◆ Your goal
If a line below holds the word "compass", count it; then say how many such lines there are and nothing else.

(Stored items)

+++

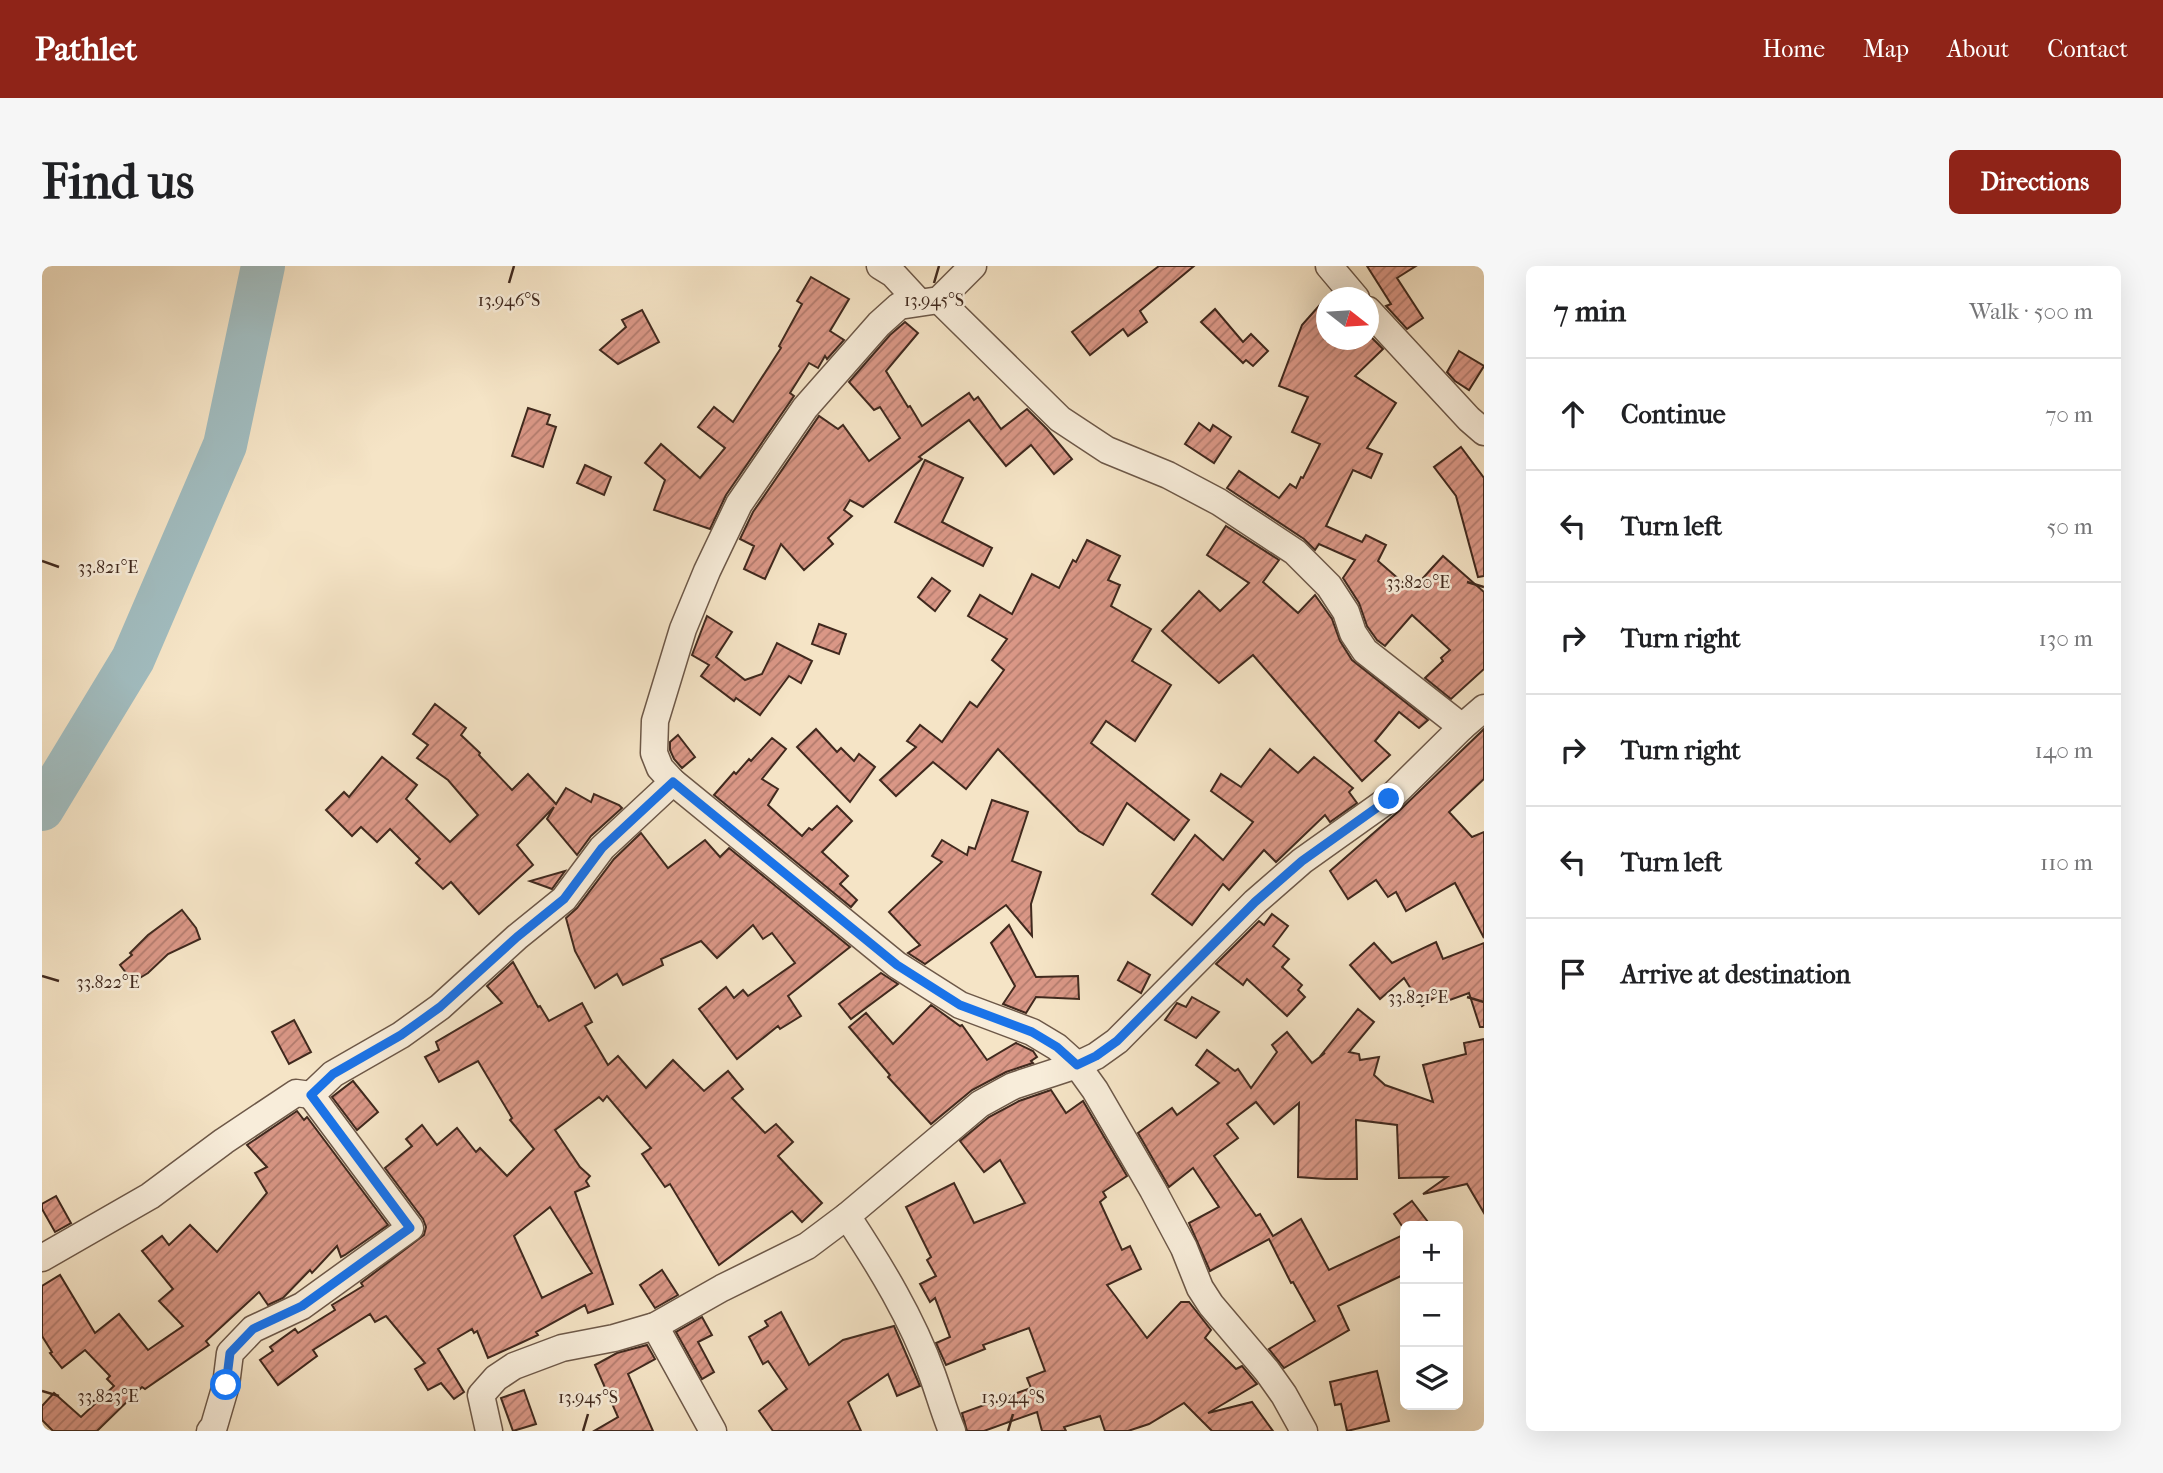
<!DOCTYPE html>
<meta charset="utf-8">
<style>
body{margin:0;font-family:"IM FELL French Canon",serif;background:#f6f6f6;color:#202124}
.controls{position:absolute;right:21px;bottom:21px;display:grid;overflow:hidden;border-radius:10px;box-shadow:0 7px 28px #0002}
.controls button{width:63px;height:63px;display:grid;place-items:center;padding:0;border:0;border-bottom:2px solid #e0e0e0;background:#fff;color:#202124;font:35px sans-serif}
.compass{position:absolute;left:1274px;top:21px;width:63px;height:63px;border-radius:50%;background:#fff;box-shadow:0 7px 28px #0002;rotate:107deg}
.stop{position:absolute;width:21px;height:21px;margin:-16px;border:5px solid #1a73e8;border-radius:50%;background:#fff}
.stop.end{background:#1a73e8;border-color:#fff;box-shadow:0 2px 7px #0008}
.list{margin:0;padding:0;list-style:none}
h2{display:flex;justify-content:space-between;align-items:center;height:91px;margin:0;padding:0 28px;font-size:30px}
h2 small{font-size:23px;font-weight:400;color:#757577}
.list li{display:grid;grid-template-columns:46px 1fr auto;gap:21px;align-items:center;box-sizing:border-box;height:112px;padding:0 28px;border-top:2px solid #e0e0e0}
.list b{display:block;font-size:26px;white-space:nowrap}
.list em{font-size:23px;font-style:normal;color:#757577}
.icon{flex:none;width:38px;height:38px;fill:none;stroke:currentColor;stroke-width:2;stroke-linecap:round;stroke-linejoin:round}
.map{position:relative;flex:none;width:1442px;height:1165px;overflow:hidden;border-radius:10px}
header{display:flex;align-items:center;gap:42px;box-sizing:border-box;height:98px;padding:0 35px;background:#8f2418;color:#fff}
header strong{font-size:33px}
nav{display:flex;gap:38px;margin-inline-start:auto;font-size:24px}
.intro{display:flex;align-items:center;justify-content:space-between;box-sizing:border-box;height:168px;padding:0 42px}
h1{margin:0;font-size:49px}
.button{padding:18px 32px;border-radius:10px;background:#8f2418;color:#fff;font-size:24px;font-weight:700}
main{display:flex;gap:42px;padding:0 42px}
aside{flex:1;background:#fff;border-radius:10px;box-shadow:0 7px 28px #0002}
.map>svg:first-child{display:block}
</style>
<header>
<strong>Pathlet</strong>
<nav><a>Home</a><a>Map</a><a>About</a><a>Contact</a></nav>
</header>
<div class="intro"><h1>Find us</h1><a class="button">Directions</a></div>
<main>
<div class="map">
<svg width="1442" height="1165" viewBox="0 0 1442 1165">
<defs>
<pattern id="building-hatch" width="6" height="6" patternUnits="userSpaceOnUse" patternTransform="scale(1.75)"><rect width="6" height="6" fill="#da9786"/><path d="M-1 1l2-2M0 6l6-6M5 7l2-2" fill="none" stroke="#b27b6d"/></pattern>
</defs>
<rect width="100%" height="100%" fill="#f5e4c6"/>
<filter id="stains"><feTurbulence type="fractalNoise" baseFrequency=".00286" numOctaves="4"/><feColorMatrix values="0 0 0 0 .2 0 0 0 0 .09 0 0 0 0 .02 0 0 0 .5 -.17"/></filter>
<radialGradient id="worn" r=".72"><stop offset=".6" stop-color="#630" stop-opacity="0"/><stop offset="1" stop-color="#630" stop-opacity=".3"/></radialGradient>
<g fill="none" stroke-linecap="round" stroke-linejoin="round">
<path stroke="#a1bcbf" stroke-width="44" d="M0,543L91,393L183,179L221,0"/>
</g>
<g fill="url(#building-hatch)" stroke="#40291e" stroke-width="2" fill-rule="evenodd">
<path d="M1117,0H1152L1098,45L1105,56L1086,70L1081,63L1048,89L1030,66Z"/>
<path d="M1325,0H1374L1355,12L1381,52L1365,63L1344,40L1349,38Z"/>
<path d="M769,11L807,33L788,65L802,74L785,93L783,90L776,102L767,97L748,127L752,130L684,229L668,263L612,244L623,214L603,197L619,178L658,212L683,182L656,161L672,141L691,156L739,82L737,80L760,38L755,35Z"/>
<path d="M1284,32V74H1326V68L1341,83L1313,110L1354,137L1325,182L1340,188L1329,212L1311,204L1284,260L1320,276L1324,269L1344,279L1336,295L1366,321L1368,318L1372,322L1401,290L1442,326V403L1409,433L1383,412L1401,395L1399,392L1408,384L1370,349L1343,380L1335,374L1325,360L1317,337L1301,312L1313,294L1277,278L1273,284L1262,273L1185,222L1197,205L1237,232L1248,218L1254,222L1259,211L1261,212L1278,178L1250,166L1266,131L1237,120L1260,59Z"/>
<path d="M1173,43L1201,76L1209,68L1226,85L1211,100L1204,94L1201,97L1159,56Z"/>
<path d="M600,44L617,76L576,98L558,84L584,61L580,54Z"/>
<path d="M863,56L876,67L844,105L866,141L868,140L880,160L927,127L932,134L936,131L959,163L985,143L1005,163L1030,193L1012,208L989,179L964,200L927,154L877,191L880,193L821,241L808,234L802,244L810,250L786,272L791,278L762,304L739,278L723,313L702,303L712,280L698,273L711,246L777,150L796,163L801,159L827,195L858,172L838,141L832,144L807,116L848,69Z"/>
<path d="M1417,85L1442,100L1427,124L1413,115L1405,106Z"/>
<path d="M486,142L508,149L505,158L514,161L501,201L470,190Z"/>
<path d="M1157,157L1168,165L1171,159L1189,171L1172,197L1143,178Z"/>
<path d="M1419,181L1442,212V310L1436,311L1414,230L1392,201Z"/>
<path d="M883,194L921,212L900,256L950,282L941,300L853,256Z"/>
<path d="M543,199L569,211L562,229L535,217Z"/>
<path d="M1184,260L1237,294L1221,316L1256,347L1273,329L1290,353L1298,375L1310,394L1386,454L1377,462L1357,446L1333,475L1348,489L1320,515L1211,389L1177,417L1120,365L1157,325L1178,345L1207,317L1165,289Z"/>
<path d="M1045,274L1078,290L1066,314L1078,319L1069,340L1109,363L1090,395L1129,419L1093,475L1064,455L1049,477L1147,554L1132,574L1085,537L1061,579L1037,565L956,483L924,523L891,496L854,530L838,514L874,481L865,475L878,459L900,476L928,436L935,441L962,404L950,394L965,373L926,350L938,329L970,348L990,308L1017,322L1031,294L1034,296Z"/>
<path d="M890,312L908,325L893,345L876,331Z"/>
<path d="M665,350L690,366L674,391L703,414L720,408L735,377L770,395L759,417L747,410L718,449L694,432L692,435L659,410L667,399L650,389Z"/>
<path d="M777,358L804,368L797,388L770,378Z"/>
<path d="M393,438L424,462L419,469L438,487L437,489L470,524L486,508L514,538L524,522L549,536L552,528L577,539L580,542L549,570L535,589L505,553L512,541L475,579L491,599L437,648L409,616L401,623L374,597L378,593L348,563L335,576L319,561L310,570L284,544L302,526L307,531L340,491L375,519L364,533L408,576L436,549L406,514L375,492L386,479L371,468Z"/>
<path d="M774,463L795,486L799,482L812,495L817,488L833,501L808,536L755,481Z"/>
<path d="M1442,463V513L1407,546L1430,571L1442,566V672L1413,617L1364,645L1354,626L1346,631L1334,614L1306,633L1288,605L1358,544Z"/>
<path d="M636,469L653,491L640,502L632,493L628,484V476Z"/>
<path d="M730,472L744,483L720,513L736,523L726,539L760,570L767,562L770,564L795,540L810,555L780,586L806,610L798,618L815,634L809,641L672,529L692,506L694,508L707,493L709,495Z"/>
<path d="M1228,483L1256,507L1272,491L1311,522L1307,526L1315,537L1288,556L1283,549L1234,596L1222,584L1187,624L1181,618L1150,659L1110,628L1153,569L1181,594L1211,556L1169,525L1179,508L1199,521Z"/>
<path d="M950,534L986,546L970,595L999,606L989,638L990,670L964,639L883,698L866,687L878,679L847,646L900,596L890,590L900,574L925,589L927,581L933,583Z"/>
<path d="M599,567L626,602L663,574L678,591L687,582L808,681L746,730L759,750L738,763L736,760L695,793L657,743L684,721L692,732L701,724L706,730L753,697L730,667L721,673L711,659L675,692L659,675L619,693L621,699L581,719L575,708L553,722L533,685L524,652L535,642L572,593Z"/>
<path d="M523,605L510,623L488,615Z"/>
<path d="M140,644L154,662L158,673L126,688L106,707L91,716L78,699L90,689L88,687L106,669Z"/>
<path d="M1230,648L1246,660L1231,680L1247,693L1240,701L1260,719L1256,724L1263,731L1245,750L1205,713L1201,719L1174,698L1217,655L1222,659Z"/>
<path d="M967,659L994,711L1036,710L1037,733L994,731L984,747L961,738L973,720L949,677Z"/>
<path d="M1394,676L1401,693L1442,677V761H1438L1427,727L1405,735L1402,725L1380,740L1362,712L1338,733L1308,699L1332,677L1350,697Z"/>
<path d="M471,696L496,741L498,740L507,755L540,737L550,756L543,760L566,799L576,790L604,822L631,794L662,825L686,805L701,823L690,832L723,867L734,858L751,876L736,890L780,937L760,956L750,945L677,999L628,918L623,921L600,888L609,882L565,830L561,835L557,831L513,864L538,901L548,910L544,915L547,920L533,926L571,1038L546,1047L543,1039L494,1066L496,1069L446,1092L435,1065L432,1067L430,1063L396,1083L422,1126L412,1133L399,1117L386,1124L373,1103L383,1097L344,1050L333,1056L328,1048L271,1084L275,1090L236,1119L218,1094L231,1085L228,1081L253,1063L256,1067L293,1044L290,1039L321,1020L319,1017L382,969L384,961L381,953L343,902L370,880L364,873L380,859L395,879L415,862L434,886L438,882L465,910L492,883L468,854L470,852L436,795L397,816L383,791L397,784L394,776L460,737L445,720ZM508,941L550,1007L500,1032L472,970Z"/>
<path d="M1086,696L1108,709L1099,727L1076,714Z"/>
<path d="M839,707L856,718L809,753L797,738Z"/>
<path d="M1150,731L1177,746L1154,772L1123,754L1135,737L1144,741Z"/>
<path d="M889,739L918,760L920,759L945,794L974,777L991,785L995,791L989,795L991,797L964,806L930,824L889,858L846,811L848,809L807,761L824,747L851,778Z"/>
<path d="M1316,743L1332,756L1307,786L1317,788L1318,794L1337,791L1332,809L1343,819L1391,836L1381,799L1424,788L1422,777L1442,773V947L1425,918L1381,928L1405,911L1357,912L1355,859L1314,854L1315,913H1284L1256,911L1257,837L1232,858L1214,836L1185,858L1196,872L1172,890L1214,950L1218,948L1231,970L1259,953L1287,1004L1363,968V1008L1296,1040L1307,1064L1242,1102L1227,1083L1273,1055L1251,1016L1249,1017L1227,973L1168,1005L1147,957L1177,941L1151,902L1127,921L1096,867L1130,842L1135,849L1177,817L1154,799L1165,784L1193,805L1196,803L1209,822L1235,786L1230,779L1245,766L1270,797L1283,787L1280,788Z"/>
<path d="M252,754L269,786L247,798L230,766Z"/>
<path d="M311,815L336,846L315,864L290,831Z"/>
<path d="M1009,824L1024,847L1041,835L1085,910L1061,926L1064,931L1058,936L1080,984L1088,980L1099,1003L1065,1019L1105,1072L1139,1036H1147L1169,1064L1163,1072L1194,1103L1200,1100L1215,1118L1166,1147L1210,1136L1231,1165H1170L1142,1137L1107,1158L1086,1165H1063L1058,1150L1022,1161L1024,1165H1000L995,1146L942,1165H925L920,1147L989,1122L985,1112L1003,1105L987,1062L941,1079L943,1083L904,1099L894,1077L908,1071L893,1032L888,1036L878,1018L894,1010L885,994L889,991L864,941L912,917L932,957L983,937L958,894L942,906L918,875L947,851L977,835Z"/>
<path d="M255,845L262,854L265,851L346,959L303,989L299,991L295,980L270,1007L268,1004L241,1032L226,1039L217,1026L164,1075L167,1079L103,1123L100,1121L55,1165H11L0,1154V1140L12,1127L39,1151L72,1120L65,1113L68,1110L43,1084L20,1102L8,1087L10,1086L0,1070V1020L18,1009L53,1067L77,1048L106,1084L141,1060L117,1035L131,1023L100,985L120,970L127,979L148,959L175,986L225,927L213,907L225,901L205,879Z"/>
<path d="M14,930L29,957L13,966L0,943V938Z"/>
<path d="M1370,935L1389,960H1360L1352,948Z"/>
<path d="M620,1004L636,1029L613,1042L598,1019Z"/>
<path d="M739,1046L767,1099L801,1074L852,1060L878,1120L855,1130L846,1108L806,1136L819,1165H731L717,1145L745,1123L726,1095L721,1098L707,1071L726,1060L723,1055Z"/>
<path d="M660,1051L670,1069L656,1076L672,1106L660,1113L634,1066Z"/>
<path d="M605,1079L613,1093L586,1108L611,1165H552L576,1151L553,1099L575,1087Z"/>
<path d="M1335,1105L1347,1155L1305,1165L1299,1138L1293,1139L1288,1116Z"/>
<path d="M482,1124L494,1158L471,1165L459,1132Z"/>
</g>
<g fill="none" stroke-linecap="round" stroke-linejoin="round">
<g stroke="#6d5848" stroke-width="29">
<g id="street">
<path d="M838,0L851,8L877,36"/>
<path d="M931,0L897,34L857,40L837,58L763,142L697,238L665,305L641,363L613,455L612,487L618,502L631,516L855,699L918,739L990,766L1015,781L1035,799L1053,824L1111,924L1142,982L1158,1022L1169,1039L1225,1105L1242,1129L1262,1165"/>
<path d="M1287,0L1314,32"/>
<path d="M897,34L1018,153L1065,184L1126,209L1177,236L1253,286L1287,320L1304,346L1311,367L1323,385L1420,461"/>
<path d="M1326,44L1427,153L1442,166"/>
<path d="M805,950C838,1000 870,1052 890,1108C897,1127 902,1146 910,1165"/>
<path d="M0,992L108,930L182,875L254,827L269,829L291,808L359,769L398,741L475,671L522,633L560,582L631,516"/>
<path d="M613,1060L671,1165"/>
<path d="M168,1165L172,1160L184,1119L188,1087L211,1063L260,1040L368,962L269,829"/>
<path d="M447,1165L439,1129L454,1112L472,1100L520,1082L572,1072L613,1060L680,1022L765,980L805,950L938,838L971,820L1035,799L1054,790L1075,775L1213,636L1260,595L1347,533L1420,461L1442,442"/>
</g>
</g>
<use href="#street" stroke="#f8edda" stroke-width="26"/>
</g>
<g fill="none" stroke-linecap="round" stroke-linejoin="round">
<path stroke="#1a73e8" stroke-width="9" d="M184,1119L188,1087L211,1063L260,1040L368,962L269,829L291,808L359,769L398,741L475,671L522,633L560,582L631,516L855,699L918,739L990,766L1015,781L1035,799L1054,790L1075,775L1213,636L1260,595L1347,533"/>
</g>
<path fill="none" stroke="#40291e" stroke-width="2.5" d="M467,17L472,0M892,17L897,0M0,295L17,301M1425,316L1442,321M0,710L17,715M1425,731L1442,736M0,1125L17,1130M541,1165L546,1148M966,1165L971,1148"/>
<g font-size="18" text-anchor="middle" fill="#40291e" stroke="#f8edda" stroke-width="5" stroke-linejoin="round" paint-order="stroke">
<text x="467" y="40">13.946°S</text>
<text x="892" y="40">13.945°S</text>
<text x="66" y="307">33.821°E</text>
<text x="1376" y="322">33.820°E</text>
<text x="66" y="722">33.822°E</text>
<text x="1376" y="737">33.821°E</text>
<text x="66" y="1136">33.823°E</text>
<text x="546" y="1137">13.945°S</text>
<text x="971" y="1137">13.944°S</text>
</g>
<rect width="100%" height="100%" filter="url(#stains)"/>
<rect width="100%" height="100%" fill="url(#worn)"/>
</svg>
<div class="controls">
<button>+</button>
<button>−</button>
<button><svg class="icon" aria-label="layers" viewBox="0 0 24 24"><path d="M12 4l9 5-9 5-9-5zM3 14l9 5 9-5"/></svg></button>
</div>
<svg class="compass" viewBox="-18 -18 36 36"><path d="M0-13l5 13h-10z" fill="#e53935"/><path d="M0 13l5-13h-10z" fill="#757577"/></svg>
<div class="stop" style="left:184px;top:1119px"></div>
<div class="stop end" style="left:1347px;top:533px"></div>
</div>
<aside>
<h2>7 min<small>Walk · 500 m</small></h2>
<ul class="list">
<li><svg class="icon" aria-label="ahead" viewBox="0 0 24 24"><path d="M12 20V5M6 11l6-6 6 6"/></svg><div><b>Continue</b></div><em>70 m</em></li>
<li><svg class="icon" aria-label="left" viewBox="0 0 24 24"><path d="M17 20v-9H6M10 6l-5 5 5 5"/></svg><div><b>Turn left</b></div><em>50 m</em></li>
<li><svg class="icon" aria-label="right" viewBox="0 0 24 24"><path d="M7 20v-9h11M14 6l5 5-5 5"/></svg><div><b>Turn right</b></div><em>130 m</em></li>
<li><svg class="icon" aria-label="right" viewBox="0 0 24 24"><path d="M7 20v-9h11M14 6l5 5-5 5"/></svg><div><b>Turn right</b></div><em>140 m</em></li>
<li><svg class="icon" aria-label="left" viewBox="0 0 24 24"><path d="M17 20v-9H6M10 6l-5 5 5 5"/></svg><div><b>Turn left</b></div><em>110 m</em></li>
<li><svg class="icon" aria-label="arrive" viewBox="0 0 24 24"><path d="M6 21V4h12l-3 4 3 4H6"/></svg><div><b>Arrive at destination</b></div></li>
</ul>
</aside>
</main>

+++

◆ Your response
2